Let's say I have 100 tables (this could be higher or lower, but not likely higher than 5000), ranging from size 1 to size 10,000,000 (larger tables are much less common, of course).

My original idea was to sort the tables alphabetically (pseudo-randomly) then walk through from the beginning, moving to the next group when the total exceeds Sum(Size)/7. For some databases, this will probably work fine, but if two giant tables are right next to each other, then this makes for very unequal groups. (This isn't as unlikely as it sounds, consider two huge tables, Account_History and Account_History_Archive).

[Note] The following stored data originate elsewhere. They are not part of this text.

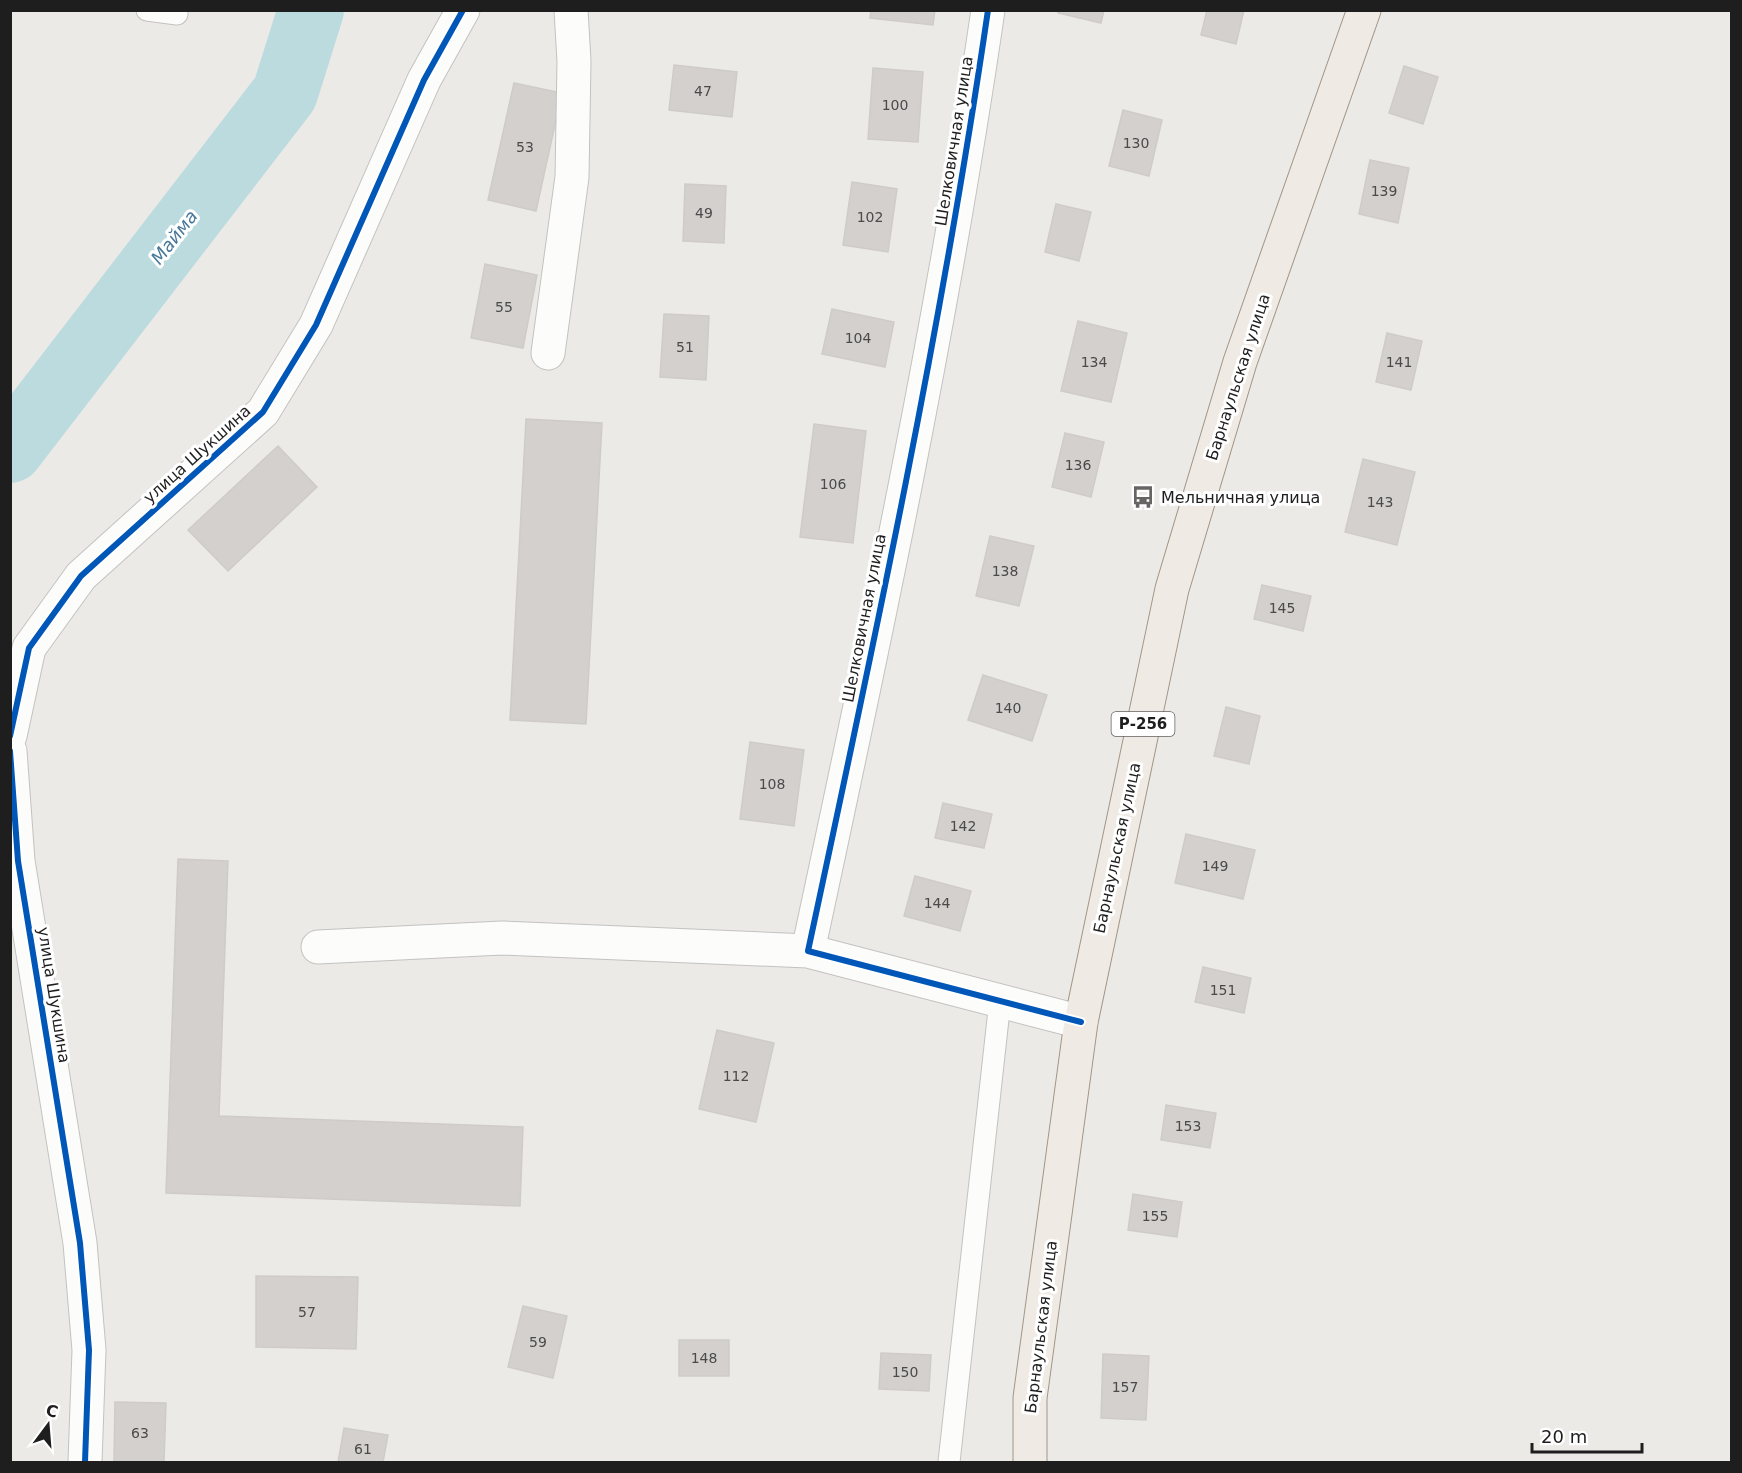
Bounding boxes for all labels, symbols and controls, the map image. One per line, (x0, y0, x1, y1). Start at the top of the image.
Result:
street label: Шелковичная улица (931, 55, 977, 227)
house number: 47 (694, 83, 712, 99)
house number: 100 (882, 97, 908, 113)
house number: 130 (1123, 135, 1149, 151)
house number: 53 (516, 139, 534, 155)
house number: 139 (1371, 183, 1397, 199)
house number: 49 (695, 205, 713, 221)
water label: Майма (146, 206, 202, 268)
house number: 102 (857, 209, 883, 225)
street label: Барнаульская улица (1202, 291, 1274, 463)
house number: 55 (495, 299, 513, 315)
house number: 104 (845, 330, 871, 346)
house number: 51 (676, 339, 694, 355)
house number: 134 (1081, 354, 1107, 370)
house number: 141 (1386, 354, 1412, 370)
street label: улица Шукшина (140, 401, 254, 507)
house number: 136 (1065, 457, 1091, 473)
house number: 106 (820, 476, 846, 492)
bus stop icon: Мельничная улица (1130, 484, 1156, 510)
place label: Мельничная улица (1161, 488, 1320, 507)
house number: 143 (1367, 494, 1393, 510)
street label: Шелковичная улица (838, 532, 890, 704)
house number: 138 (992, 563, 1018, 579)
house number: 145 (1269, 600, 1295, 616)
house number: 140 (995, 700, 1021, 716)
road number: Р-256 (1112, 712, 1174, 736)
street label: Барнаульская улица (1090, 761, 1144, 935)
house number: 108 (759, 776, 785, 792)
house number: 142 (950, 818, 976, 834)
house number: 149 (1202, 858, 1228, 874)
house number: 144 (924, 895, 950, 911)
street label: улица Шукшина (34, 926, 74, 1064)
house number: 151 (1210, 982, 1236, 998)
house number: 112 (723, 1068, 749, 1084)
house number: 153 (1175, 1118, 1201, 1134)
house number: 155 (1142, 1208, 1168, 1224)
street label: Барнаульская улица (1021, 1239, 1061, 1415)
house number: 57 (298, 1304, 316, 1320)
house number: 59 (529, 1334, 547, 1350)
house number: 148 (691, 1350, 717, 1366)
house number: 150 (892, 1364, 918, 1380)
house number: 157 (1112, 1379, 1138, 1395)
north arrow (18, 1395, 78, 1455)
text: С (44, 1400, 60, 1422)
scale bar (1532, 1416, 1642, 1454)
house number: 63 (131, 1425, 149, 1441)
text: 20 m (1541, 1426, 1587, 1447)
house number: 61 (354, 1441, 372, 1457)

Are there any generally accepted techniques for this, that give "good" results with a variety of source data? I'd lean toward a simpler technique rather than a more precise grouping (if the maintenance runs slightly longer on some days than others, its not that big of deal).

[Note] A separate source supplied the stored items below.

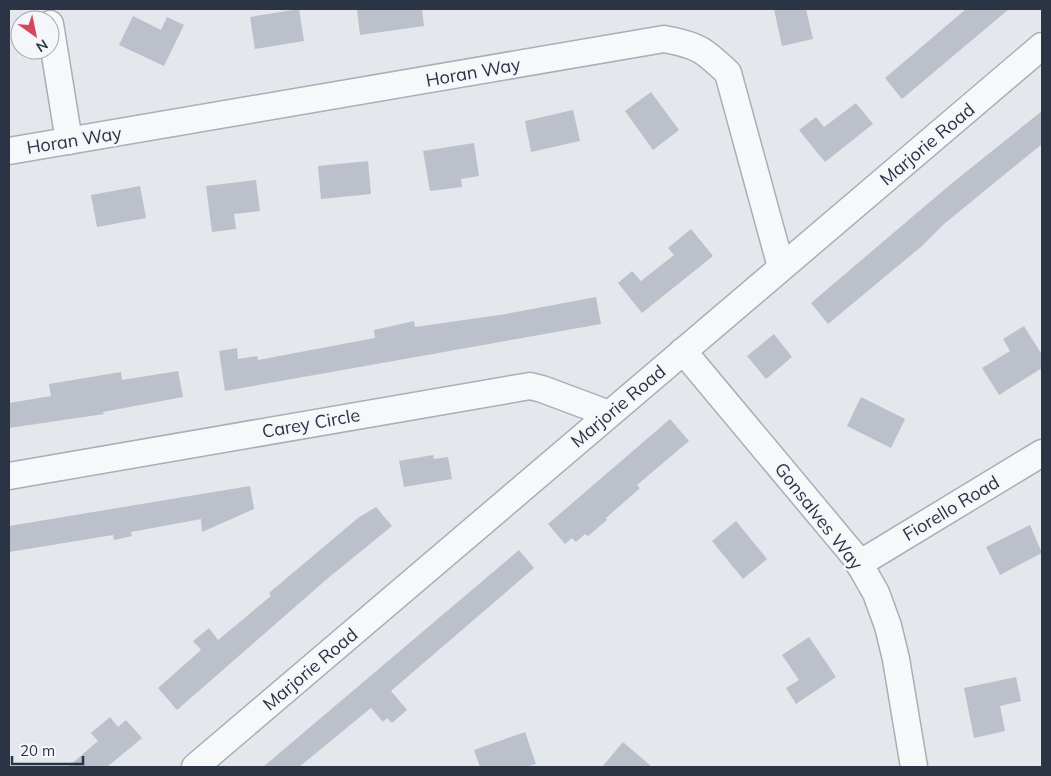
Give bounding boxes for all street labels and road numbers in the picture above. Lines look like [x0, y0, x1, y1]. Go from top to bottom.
street label: Horan Way [424, 52, 523, 92]
street label: Marjorie Road [875, 98, 979, 190]
street label: Horan Way [25, 121, 124, 159]
street label: Marjorie Road [566, 360, 670, 452]
street label: Carey Circle [260, 403, 362, 443]
street label: Gonsalves Way [770, 458, 868, 575]
street label: Fiorello Road [899, 470, 1003, 546]
street label: Marjorie Road [258, 623, 362, 715]

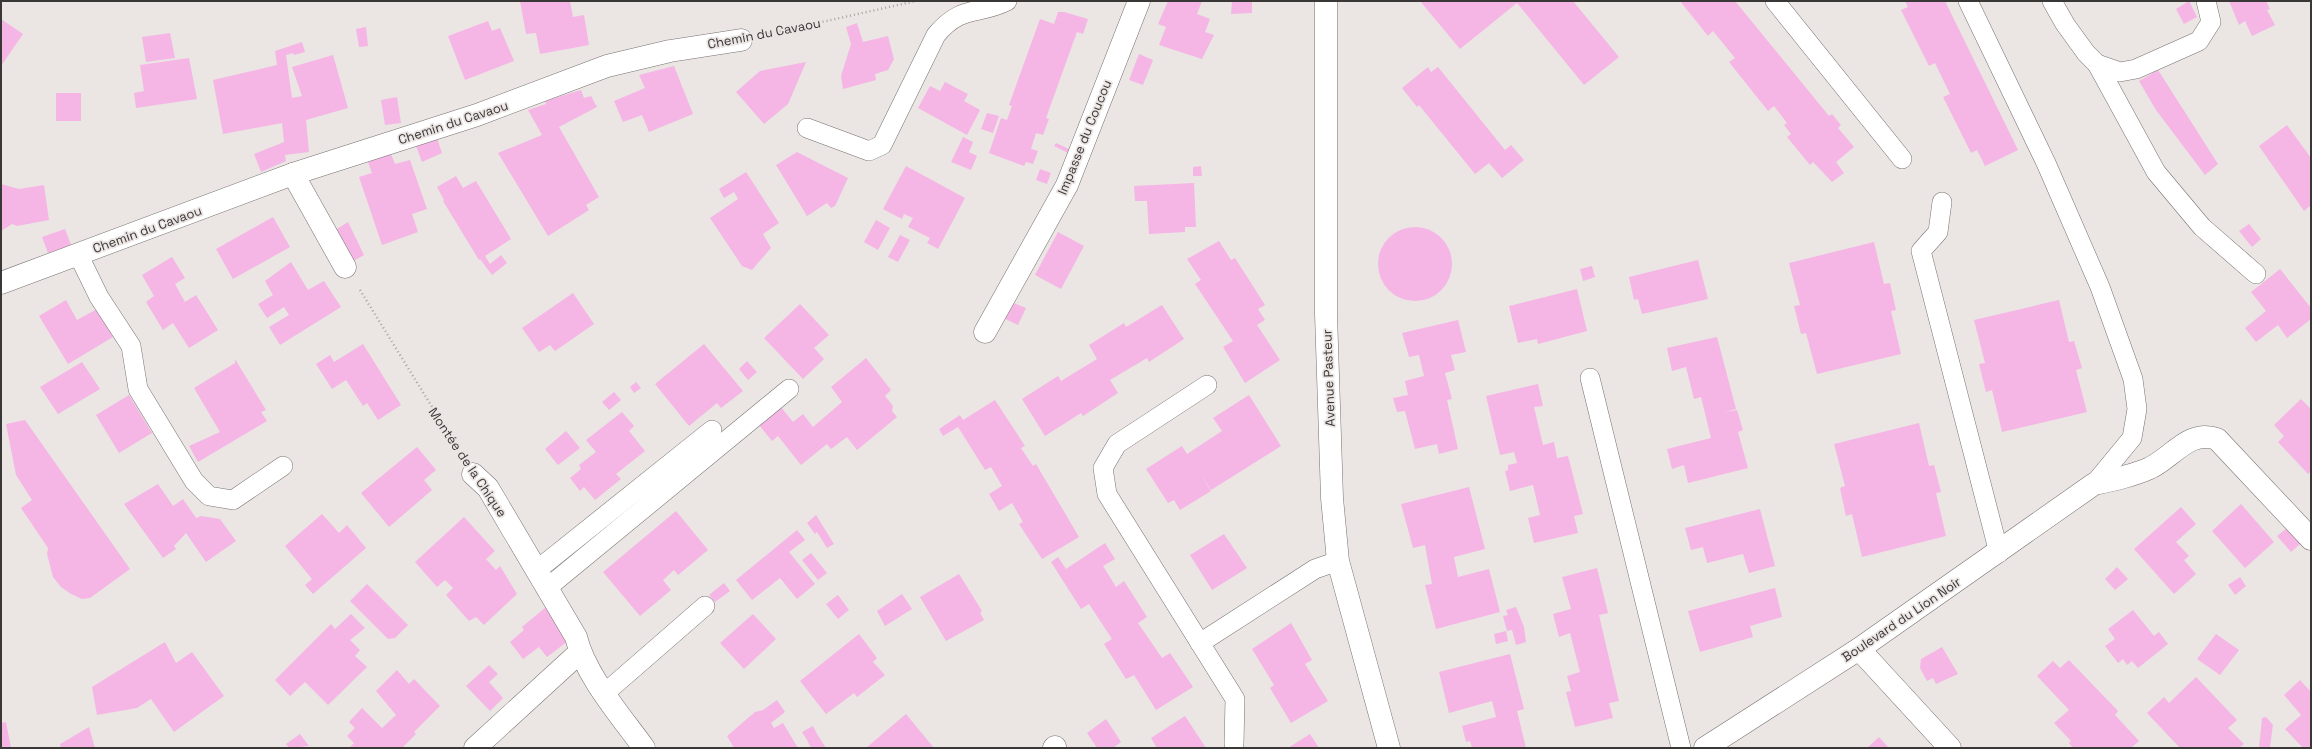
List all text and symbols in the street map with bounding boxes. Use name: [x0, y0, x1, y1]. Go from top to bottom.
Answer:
street label: Chemin du Cavaou: [706, 14, 822, 53]
street label: Impasse du Coucou: [1054, 77, 1115, 197]
street label: Chemin du Cavaou: [396, 97, 510, 148]
street label: Chemin du Cavaou: [90, 202, 204, 257]
street label: Avenue Pasteur: [1318, 329, 1339, 427]
street label: Montée de la Chique: [425, 404, 511, 520]
street label: Boulevard du Lion Noir: [1839, 573, 1964, 666]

Logwood answered 11/11, 2010 at 4:55 Comment(0)
C
5

How about sorting the tables by size, then for each table, put it into the day that currently has the smallest total number of rows in it? This means the biggest 7 tables will first spread across the days. Then the 8th biggest will go with the smallest of the first 7, etc. You'll continue to fill in the day with the least amount of work scheduled to it.

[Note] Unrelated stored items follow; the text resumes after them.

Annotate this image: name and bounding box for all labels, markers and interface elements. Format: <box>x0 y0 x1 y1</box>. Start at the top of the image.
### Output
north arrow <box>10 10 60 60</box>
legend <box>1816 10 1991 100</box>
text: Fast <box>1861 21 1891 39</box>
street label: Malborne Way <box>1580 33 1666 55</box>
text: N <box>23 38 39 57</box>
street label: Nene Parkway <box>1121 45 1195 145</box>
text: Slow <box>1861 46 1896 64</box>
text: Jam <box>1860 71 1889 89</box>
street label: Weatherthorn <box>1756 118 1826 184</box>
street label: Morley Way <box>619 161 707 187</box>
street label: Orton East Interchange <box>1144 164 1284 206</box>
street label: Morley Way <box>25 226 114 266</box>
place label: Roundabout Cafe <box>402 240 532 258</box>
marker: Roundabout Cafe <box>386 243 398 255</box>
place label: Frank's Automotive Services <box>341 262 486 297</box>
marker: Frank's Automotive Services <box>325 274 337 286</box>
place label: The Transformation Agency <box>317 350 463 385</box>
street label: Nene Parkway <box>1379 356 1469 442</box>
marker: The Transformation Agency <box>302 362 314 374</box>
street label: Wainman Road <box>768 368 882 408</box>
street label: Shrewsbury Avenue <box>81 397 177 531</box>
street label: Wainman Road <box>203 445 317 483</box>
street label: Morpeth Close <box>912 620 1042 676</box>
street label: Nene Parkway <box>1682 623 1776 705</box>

Where the little reference tables end up finally probably does not make much difference.

You could invent scenarios where this is no good, but I expect it will work in practice without being too complicated.

Czarina answered 11/11, 2010 at 5:2 Comment(1)
Sounds like a workable strategy. Even when I have a single massive table, it will end up being by itself in one bucket, while the other 6 buckets should be roughly equal in size.Logwood
L
3

Just for reference, this is how I went about this. I wanted to put the "Buckets" into a persisted table and only "recompute" them every 2 weeks. Otherwise, I feared that if I computed these buckets every day, a table could jump from one bucket to the next. But, I wanted to recompute every so often for schema & DDL modifications. Here's that snippet.

-------------------------------------------------------------------------------------
--Get the total table size (by rows)
-------------------------------------------------------------------------------------


if object_id('tempdb..#Space') is not null
drop table #Space

SELECT 
    TableName = t.NAME,
    Schem = s.name,
    Pages = sum(a.total_pages),
    Grp = row_number() over (order by sum(a.total_pages) desc)
INTO #Space
FROM 
    sys.tables t
INNER JOIN      
    sys.indexes i ON t.OBJECT_ID = i.object_id
INNER JOIN 
    sys.partitions p ON i.object_id = p.OBJECT_ID AND i.index_id = p.index_id
INNER JOIN 
    sys.allocation_units a ON p.partition_id = a.container_id
LEFT OUTER JOIN 
    sys.schemas s ON t.schema_id = s.schema_id
WHERE 
    t.NAME NOT LIKE 'dt%' 
    AND t.is_ms_shipped = 0
    AND i.OBJECT_ID > 255 
GROUP BY 
    t.Name, s.name


-------------------------------------------------------------------------------------
--split the tables into 7 buckets by:
    --updating the Grp to the Grp with the lowest cumulative sum of all members by
    --ordering by the current cumulative sum of all members
-------------------------------------------------------------------------------------

declare @ct int = 8


while @ct <= (select max(Grp) from #Space)
begin

    update S
    set Grp = (select top 1 Grp from #Space where Grp < 8 order by sum(Pages) over (partition by Grp) asc)
    from #Space S
    where S.Grp = @ct

    set @ct = @ct + 1

end


insert into AdminTools..TableSpace (TableName
                                    ,Schem
                                    ,Pages
                                    ,Grp
                                    ,GrpPages
                                    ,LoadDate)
select 
    TableName
    ,Schem
    ,Pages
    ,Grp
    ,GrpPages = sum(Pages) over (partition by Grp)
    ,LoadDate = getdate()
from #Space
end
Loreanloredana answered 9/10, 2018 at 13:3 Comment(1)
I am trying to implement this approach. So after I split tables into 7 buckets, how can I run DBCC command on those buckets? On set of tables?Atcliffe
C
1

I don't know how this rates on the good code scale, but a solution i'd pursue is to put the job list into a priority queue, sorted by most costly, and the worker bins into another priority queue, sorted by least work assigned, and then just pop jobs off of one queue and assign them to the top (least busy) worker bin, until no work remains.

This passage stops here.